### [Instructions to follow]
Here the job is to retype the data word for word while leaving the pictures aside.

[Opening Provided records section]

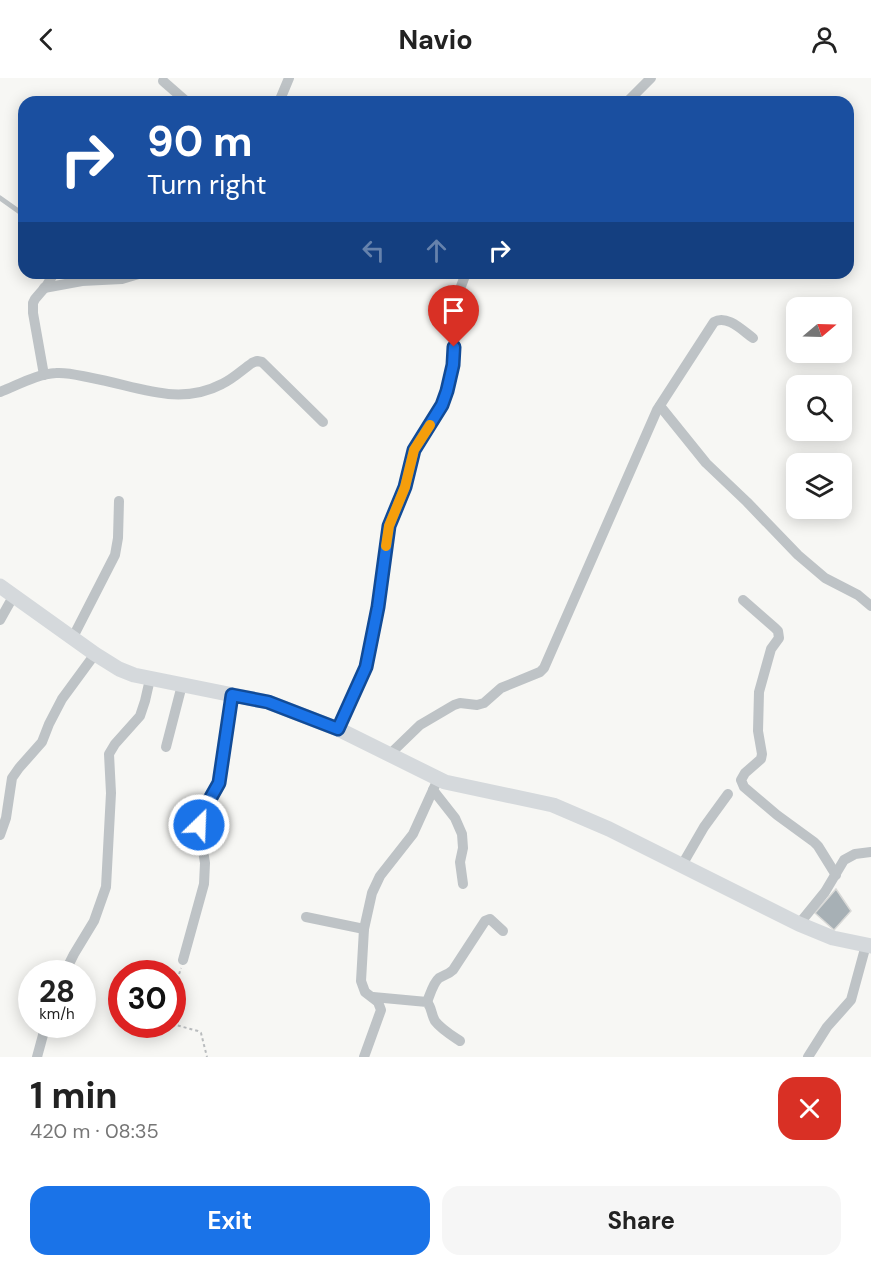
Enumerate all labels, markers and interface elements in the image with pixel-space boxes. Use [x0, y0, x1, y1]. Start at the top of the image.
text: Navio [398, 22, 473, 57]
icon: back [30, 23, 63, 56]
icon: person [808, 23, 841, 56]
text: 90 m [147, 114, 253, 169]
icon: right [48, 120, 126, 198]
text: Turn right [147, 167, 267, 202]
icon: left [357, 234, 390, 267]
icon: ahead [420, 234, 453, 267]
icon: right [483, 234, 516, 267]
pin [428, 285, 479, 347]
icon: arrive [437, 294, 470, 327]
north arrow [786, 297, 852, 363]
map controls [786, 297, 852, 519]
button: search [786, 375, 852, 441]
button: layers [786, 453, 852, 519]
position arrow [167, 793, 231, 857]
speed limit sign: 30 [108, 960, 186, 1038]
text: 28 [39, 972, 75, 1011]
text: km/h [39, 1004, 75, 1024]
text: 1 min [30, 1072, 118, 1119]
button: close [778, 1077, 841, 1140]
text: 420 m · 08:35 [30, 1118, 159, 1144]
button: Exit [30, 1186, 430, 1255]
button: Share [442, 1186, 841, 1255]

[Closing Provided records section]

### [Task response]
Enumerate all labels, markers and interface elements in the image with pixel-space boxes. Use [x0, y0, x1, y1]. Start at the top of the image.
text: Navio [398, 22, 473, 57]
icon: back [30, 23, 63, 56]
icon: person [808, 23, 841, 56]
text: 90 m [147, 114, 253, 169]
icon: right [48, 120, 126, 198]
text: Turn right [147, 167, 267, 202]
icon: left [357, 234, 390, 267]
icon: ahead [420, 234, 453, 267]
icon: right [483, 234, 516, 267]
pin [428, 285, 479, 347]
icon: arrive [437, 294, 470, 327]
north arrow [786, 297, 852, 363]
map controls [786, 297, 852, 519]
button: search [786, 375, 852, 441]
button: layers [786, 453, 852, 519]
position arrow [167, 793, 231, 857]
speed limit sign: 30 [108, 960, 186, 1038]
text: 28 [39, 972, 75, 1011]
text: km/h [39, 1004, 75, 1024]
text: 1 min [30, 1072, 118, 1119]
button: close [778, 1077, 841, 1140]
text: 420 m · 08:35 [30, 1118, 159, 1144]
button: Exit [30, 1186, 430, 1255]
button: Share [442, 1186, 841, 1255]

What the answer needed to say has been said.